··· RECORDS FOR PROCESSING ···

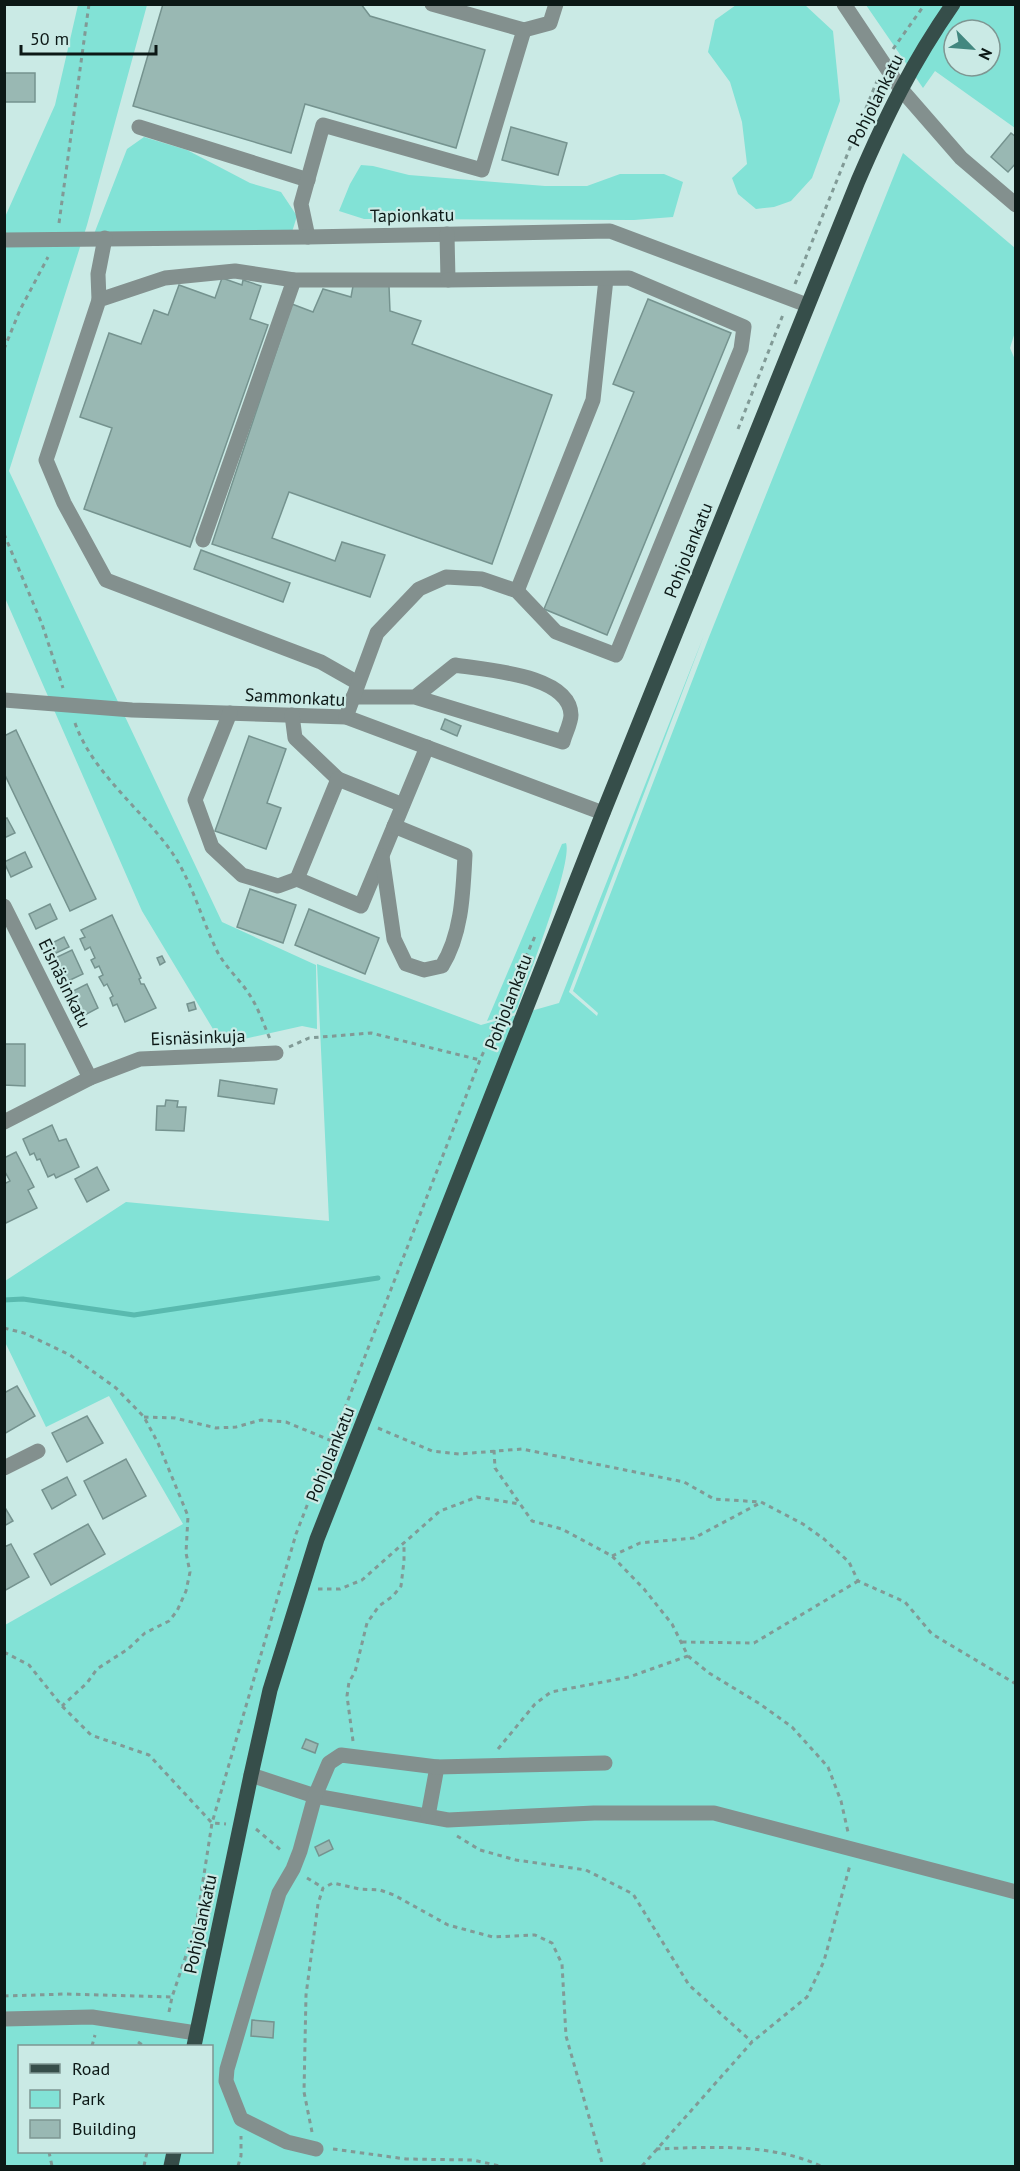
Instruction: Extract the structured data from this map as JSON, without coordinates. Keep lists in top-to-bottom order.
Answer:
{
  "streets": {
    "main road": ["Pohjolankatu"],
    "street": [
      "Tapionkatu",
      "Sammonkatu",
      "Eisnäsinkatu",
      "Eisnäsinkuja"
    ]
  },
  "crossings": [
    ["Pohjolankatu", "Tapionkatu"],
    ["Pohjolankatu", "Sammonkatu"],
    ["Eisnäsinkatu", "Eisnäsinkuja"]
  ],
  "legend": ["Road", "Park", "Building"],
  "scale_bar": "50 m",
  "north": "bottom right"
}
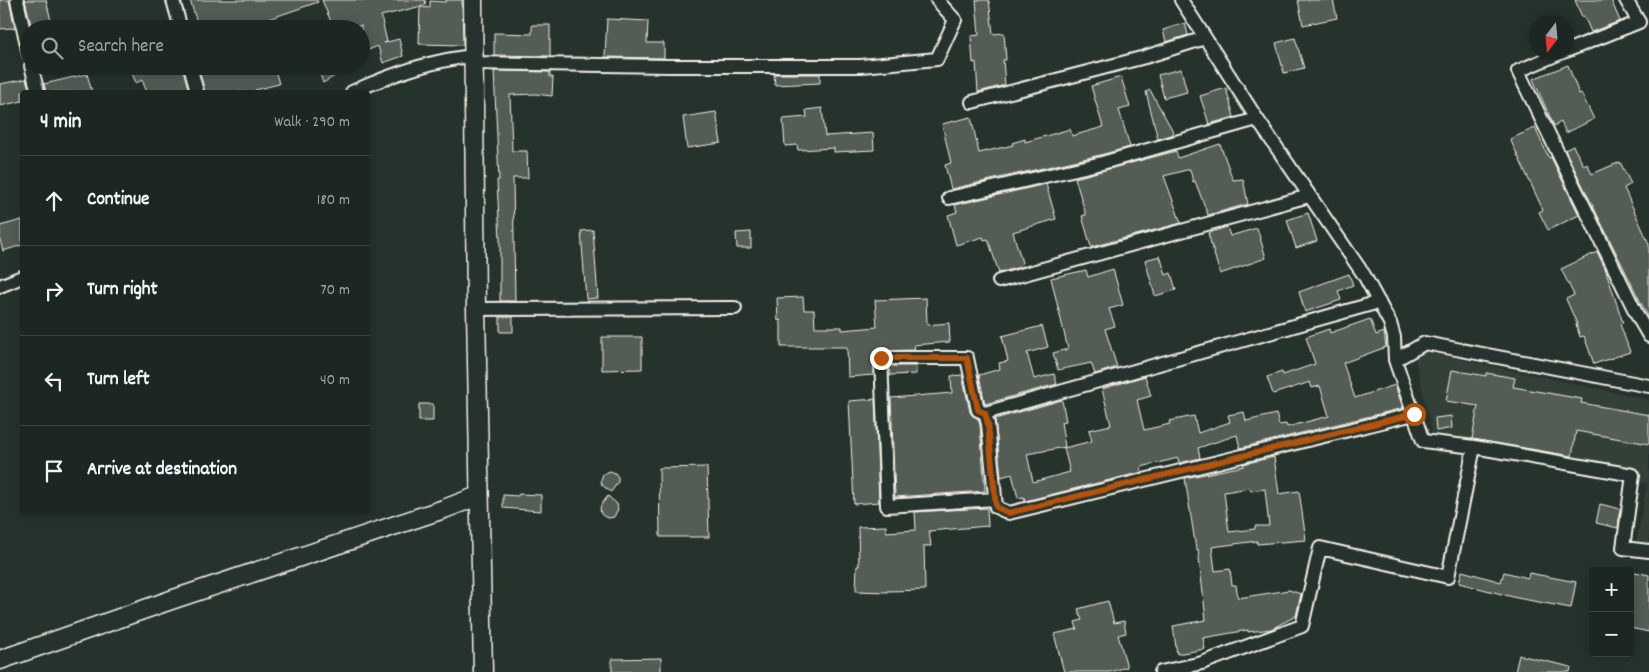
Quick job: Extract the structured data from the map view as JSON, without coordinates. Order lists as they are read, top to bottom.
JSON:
{
  "north": "bottom",
  "page": {
    "search": "Search here",
    "heading": ["4 min", "Walk · 290 m"],
    "list": [
      ["Continue", "180 m"],
      ["Turn right", "70 m"],
      ["Turn left", "40 m"],
      "Arrive at destination"
    ],
    "map_buttons": ["+", "−"]
  }
}
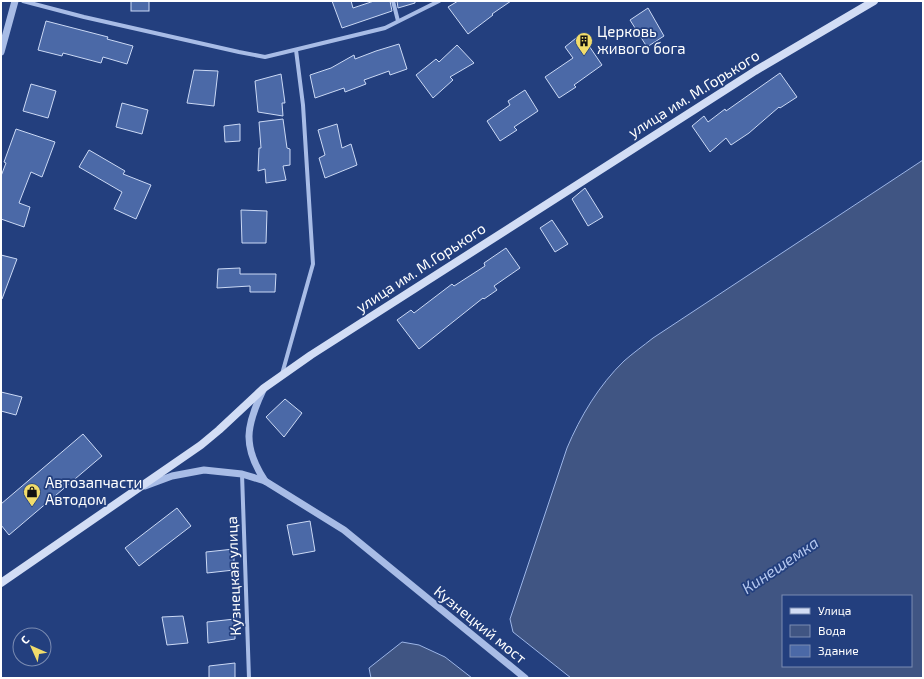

···

◆ WORK TASK ◆
Reproduce every record above exactly, omitting the pictures.

◆ RESULT OF THE EXERCISE ◆
Instruction: Extract the structured data from this map as JSON, without coordinates. Keep lists in top-to-bottom order.
Answer:
{
  "streets": {
    "main road": ["Pohjolankatu"],
    "street": [
      "Tapionkatu",
      "Sammonkatu",
      "Eisnäsinkatu",
      "Eisnäsinkuja"
    ]
  },
  "crossings": [
    ["Pohjolankatu", "Tapionkatu"],
    ["Pohjolankatu", "Sammonkatu"],
    ["Eisnäsinkatu", "Eisnäsinkuja"]
  ],
  "legend": ["Road", "Park", "Building"],
  "scale_bar": "50 m",
  "north": "bottom right"
}
Quick job: Extract the structured data from the map view as JSON, without coordinates. Order lists as they are read, top to bottom.
JSON:
{
  "north": "bottom",
  "page": {
    "search": "Search here",
    "heading": ["4 min", "Walk · 290 m"],
    "list": [
      ["Continue", "180 m"],
      ["Turn right", "70 m"],
      ["Turn left", "40 m"],
      "Arrive at destination"
    ],
    "map_buttons": ["+", "−"]
  }
}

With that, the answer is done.